In time, the boats became bigger, and so did the problems. In 2011, as the Arab Spring kicked off in Tunisia, the migrant population rose to double that of the residents. The newcomers, many of them young men, slept rough on the hills overlooking the pristine beaches.
To this day, residents of Lampedusa talk of “going back to 2011” as their biggest nightmare.
But 3 October 2013, sparked sympathy for the migrant plight and led the Italian government to establish the Mare Nostrum rescue operation.
Mr Fiorino was sailing with friends for early-morning fishing when he was confronted with the paralysing sight of hundreds of hands reaching out for help. “I was made to play God, choosing who to rescue and who to leave behind,” he told The Independent. Him and his friends saved 47 people that night.
Mare Nostrum — “our sea” in Latin, after the ancient Roman name for the Mediterranean — lasted a year after failing to garner support from European neighbours.
Anti-refugee politics came to the fore in 2016 and, by the time Mr Salvini became interior minister early in 2018, the idea that NGOs were “taxi boats” ferrying migrants to Europe had come to dominate Italy’s migration policy. The slogan “chiudete i porti” (close the ports) became a rallying cry for far-right activists across Europe.
Salvini is currently facing trial for denying the rescue boat Gregoretti to disembark 131 migrants last year. A preliminary hearing took place in the Sicilian city of Catania on 3 October, just as the commemoration ceremony held annually for the victims of the shipwreck was under way in Lampedusa.
At present, no NGOs have permission to depart from Italian coasts to operate search and rescue missions.
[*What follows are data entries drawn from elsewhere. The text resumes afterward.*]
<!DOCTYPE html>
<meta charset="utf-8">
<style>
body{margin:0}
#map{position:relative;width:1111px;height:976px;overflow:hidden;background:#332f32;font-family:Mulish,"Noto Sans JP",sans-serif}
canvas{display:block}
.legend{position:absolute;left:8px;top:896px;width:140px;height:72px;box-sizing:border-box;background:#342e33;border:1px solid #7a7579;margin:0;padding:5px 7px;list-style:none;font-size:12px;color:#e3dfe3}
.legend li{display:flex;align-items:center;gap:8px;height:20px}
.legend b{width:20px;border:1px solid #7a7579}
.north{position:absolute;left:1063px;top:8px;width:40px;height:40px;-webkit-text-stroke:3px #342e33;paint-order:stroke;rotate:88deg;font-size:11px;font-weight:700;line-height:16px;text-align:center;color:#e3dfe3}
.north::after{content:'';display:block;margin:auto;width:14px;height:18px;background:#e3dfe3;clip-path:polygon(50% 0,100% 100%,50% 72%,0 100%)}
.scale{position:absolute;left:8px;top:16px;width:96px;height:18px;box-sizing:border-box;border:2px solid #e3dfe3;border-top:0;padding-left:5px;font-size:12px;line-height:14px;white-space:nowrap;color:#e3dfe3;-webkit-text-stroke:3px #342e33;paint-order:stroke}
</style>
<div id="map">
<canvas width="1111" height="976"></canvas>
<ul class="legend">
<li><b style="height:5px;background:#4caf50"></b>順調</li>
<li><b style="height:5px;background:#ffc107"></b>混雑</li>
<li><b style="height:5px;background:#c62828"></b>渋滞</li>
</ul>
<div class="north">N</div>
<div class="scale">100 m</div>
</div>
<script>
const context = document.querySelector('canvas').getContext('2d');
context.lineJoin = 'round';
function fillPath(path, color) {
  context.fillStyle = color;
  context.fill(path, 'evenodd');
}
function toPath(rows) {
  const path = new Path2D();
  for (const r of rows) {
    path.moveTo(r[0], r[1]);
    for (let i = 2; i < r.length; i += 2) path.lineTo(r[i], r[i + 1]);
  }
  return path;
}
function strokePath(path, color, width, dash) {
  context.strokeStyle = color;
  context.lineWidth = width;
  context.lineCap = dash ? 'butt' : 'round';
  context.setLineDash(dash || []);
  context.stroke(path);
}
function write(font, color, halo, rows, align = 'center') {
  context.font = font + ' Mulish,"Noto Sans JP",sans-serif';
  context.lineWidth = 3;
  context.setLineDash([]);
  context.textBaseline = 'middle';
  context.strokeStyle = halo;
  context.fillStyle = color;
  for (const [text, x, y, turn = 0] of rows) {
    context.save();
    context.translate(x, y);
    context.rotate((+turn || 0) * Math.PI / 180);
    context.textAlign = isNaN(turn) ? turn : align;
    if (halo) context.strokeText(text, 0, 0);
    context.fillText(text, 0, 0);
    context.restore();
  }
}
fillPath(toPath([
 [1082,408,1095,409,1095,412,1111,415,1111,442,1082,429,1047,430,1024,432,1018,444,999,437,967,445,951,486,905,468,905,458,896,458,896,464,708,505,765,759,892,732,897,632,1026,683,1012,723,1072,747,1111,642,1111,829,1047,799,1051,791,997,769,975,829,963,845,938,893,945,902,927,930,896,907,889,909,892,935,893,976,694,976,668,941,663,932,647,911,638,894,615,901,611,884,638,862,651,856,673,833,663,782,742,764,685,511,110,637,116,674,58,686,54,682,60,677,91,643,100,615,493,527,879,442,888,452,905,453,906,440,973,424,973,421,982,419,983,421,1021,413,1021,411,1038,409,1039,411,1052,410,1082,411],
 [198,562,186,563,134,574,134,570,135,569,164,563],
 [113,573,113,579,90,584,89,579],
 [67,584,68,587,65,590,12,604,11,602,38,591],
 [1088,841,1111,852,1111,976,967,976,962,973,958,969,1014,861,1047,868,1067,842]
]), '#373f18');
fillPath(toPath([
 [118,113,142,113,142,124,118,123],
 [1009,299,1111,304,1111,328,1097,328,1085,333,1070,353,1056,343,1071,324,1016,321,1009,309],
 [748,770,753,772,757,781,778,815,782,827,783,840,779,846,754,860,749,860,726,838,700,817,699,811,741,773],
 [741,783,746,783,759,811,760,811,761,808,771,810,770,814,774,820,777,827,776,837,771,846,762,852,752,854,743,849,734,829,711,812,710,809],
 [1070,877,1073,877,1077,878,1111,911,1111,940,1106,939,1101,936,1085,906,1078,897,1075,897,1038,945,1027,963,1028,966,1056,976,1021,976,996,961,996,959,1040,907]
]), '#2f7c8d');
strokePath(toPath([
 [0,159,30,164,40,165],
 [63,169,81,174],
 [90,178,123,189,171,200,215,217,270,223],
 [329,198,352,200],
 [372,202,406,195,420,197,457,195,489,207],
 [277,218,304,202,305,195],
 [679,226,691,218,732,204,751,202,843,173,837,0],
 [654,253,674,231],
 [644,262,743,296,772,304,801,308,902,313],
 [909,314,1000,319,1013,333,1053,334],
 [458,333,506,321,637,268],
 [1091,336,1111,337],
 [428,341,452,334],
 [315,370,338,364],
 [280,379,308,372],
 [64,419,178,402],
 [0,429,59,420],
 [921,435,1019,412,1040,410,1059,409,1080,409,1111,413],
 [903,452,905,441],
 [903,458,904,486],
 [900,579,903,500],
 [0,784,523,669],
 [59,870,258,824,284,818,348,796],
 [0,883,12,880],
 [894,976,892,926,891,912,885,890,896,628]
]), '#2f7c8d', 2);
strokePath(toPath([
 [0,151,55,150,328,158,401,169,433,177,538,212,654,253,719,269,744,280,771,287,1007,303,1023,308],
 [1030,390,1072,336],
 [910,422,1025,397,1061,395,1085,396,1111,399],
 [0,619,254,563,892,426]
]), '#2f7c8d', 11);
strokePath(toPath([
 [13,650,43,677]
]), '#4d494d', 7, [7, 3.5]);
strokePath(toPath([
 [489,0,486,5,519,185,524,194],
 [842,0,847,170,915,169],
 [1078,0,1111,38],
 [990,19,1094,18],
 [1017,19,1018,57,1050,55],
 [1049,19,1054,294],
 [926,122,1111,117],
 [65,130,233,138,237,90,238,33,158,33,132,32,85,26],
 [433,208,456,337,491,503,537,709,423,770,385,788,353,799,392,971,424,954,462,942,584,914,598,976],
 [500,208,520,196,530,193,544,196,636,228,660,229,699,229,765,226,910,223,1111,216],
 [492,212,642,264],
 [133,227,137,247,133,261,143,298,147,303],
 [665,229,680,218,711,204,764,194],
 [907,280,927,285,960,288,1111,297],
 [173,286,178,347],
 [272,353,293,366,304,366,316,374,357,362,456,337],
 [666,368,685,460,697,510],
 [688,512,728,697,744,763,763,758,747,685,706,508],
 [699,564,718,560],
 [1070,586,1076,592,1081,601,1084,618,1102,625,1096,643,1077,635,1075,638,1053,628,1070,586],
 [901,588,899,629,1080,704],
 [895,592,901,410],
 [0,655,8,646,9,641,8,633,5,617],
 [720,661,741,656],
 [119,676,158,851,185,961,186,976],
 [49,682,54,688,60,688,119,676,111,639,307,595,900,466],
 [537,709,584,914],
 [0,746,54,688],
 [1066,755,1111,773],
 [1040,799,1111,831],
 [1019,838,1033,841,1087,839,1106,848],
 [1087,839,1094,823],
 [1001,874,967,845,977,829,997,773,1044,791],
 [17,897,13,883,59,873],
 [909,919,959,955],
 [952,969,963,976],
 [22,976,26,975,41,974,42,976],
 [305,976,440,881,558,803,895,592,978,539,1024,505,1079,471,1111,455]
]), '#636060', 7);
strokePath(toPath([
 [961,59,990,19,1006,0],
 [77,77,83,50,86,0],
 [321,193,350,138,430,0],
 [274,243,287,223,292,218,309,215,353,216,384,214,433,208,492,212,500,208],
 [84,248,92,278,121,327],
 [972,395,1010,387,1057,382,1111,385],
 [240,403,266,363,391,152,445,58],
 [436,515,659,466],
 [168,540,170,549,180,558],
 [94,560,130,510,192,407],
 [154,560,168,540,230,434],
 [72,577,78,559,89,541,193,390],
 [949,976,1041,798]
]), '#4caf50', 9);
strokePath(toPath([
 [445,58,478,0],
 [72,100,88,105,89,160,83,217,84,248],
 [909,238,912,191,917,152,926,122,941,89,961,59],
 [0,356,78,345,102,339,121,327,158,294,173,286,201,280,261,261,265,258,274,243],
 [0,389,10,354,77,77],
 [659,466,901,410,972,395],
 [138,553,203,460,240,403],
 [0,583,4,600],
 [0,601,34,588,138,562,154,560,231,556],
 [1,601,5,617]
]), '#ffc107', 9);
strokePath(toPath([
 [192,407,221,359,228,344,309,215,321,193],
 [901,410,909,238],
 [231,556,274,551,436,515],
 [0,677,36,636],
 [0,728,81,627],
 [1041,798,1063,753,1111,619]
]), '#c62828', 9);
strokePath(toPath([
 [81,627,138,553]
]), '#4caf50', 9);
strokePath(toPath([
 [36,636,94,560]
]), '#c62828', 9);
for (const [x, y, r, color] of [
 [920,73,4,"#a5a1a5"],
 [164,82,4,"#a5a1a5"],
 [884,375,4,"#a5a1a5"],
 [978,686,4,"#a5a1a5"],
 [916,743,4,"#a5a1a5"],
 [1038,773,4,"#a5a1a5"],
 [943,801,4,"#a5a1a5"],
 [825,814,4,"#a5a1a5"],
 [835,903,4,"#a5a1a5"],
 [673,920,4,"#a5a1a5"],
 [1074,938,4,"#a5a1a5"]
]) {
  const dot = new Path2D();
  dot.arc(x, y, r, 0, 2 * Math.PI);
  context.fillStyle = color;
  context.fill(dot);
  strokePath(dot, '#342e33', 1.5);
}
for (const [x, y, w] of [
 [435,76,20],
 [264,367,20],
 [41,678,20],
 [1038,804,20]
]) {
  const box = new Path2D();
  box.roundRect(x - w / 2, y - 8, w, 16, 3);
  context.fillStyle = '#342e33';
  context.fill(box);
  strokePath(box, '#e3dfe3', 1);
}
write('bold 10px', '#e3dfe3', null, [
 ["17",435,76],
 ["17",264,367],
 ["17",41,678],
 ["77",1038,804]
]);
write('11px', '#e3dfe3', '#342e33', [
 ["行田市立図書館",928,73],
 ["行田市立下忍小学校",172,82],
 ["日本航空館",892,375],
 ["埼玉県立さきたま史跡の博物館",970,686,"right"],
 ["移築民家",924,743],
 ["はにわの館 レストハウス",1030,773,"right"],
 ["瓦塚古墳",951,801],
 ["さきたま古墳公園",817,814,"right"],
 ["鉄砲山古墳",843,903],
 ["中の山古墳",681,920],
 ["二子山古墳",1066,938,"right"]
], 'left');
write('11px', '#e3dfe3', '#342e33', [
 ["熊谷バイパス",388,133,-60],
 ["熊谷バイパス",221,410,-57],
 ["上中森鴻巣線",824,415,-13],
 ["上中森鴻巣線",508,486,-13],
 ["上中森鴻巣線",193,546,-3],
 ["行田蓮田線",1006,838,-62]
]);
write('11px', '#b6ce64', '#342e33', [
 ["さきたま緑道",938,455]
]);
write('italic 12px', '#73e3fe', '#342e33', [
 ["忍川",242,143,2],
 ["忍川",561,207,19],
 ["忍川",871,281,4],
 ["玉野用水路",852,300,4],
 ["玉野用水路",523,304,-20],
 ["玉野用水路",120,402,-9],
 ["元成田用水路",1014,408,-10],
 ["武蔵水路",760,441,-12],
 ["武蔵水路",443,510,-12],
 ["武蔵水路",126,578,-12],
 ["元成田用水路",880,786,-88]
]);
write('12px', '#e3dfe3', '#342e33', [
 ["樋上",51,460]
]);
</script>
In the span of a week in September, at least 200 people have died in five shipwrecks between Libya and Europe and Doctors Without Borders (MSF) estimates that in 2020 on average 10 people a week die or go missing trying to cross the Central Mediterranean Sea.
Giorgia Linardi, spokesperson for Sea Watch in Italy, told The Independent, “all Italian rescue vessels have been affected by the government oppressive strategy, which prevents [us] from operating on the basis of false pretexts.”
The European Union has recently put forward a new migration pact revising its approach to migration and asylum. Experts have criticised some of its aspects, particularly the faster border procedures and emphasis on repatriation.
Ms Linardi said the pact reaffirms Italy’s discriminatory policy against NGOs.
For residents of Lampedusa, the greatest worry is that the new timeline of 12 days to evaluate migrant’s claims may mean islands will be required to host migrants for the entire length of the procedure.
This fear, coupled with the arrival of large numbers of Tunisians due to their country’s collapsing economy in the aftermath of the pandemic, has rekindled fears of “going back to 2011”.
For Paola Pizzicori, a resident of the island and marine biologist, it is apparent that change is needed. “No one could be in favour of this type of migration,” she said, waving her hand in the direction of the port.
“We must find a more sustainable solution, for residents and for migrants alike.”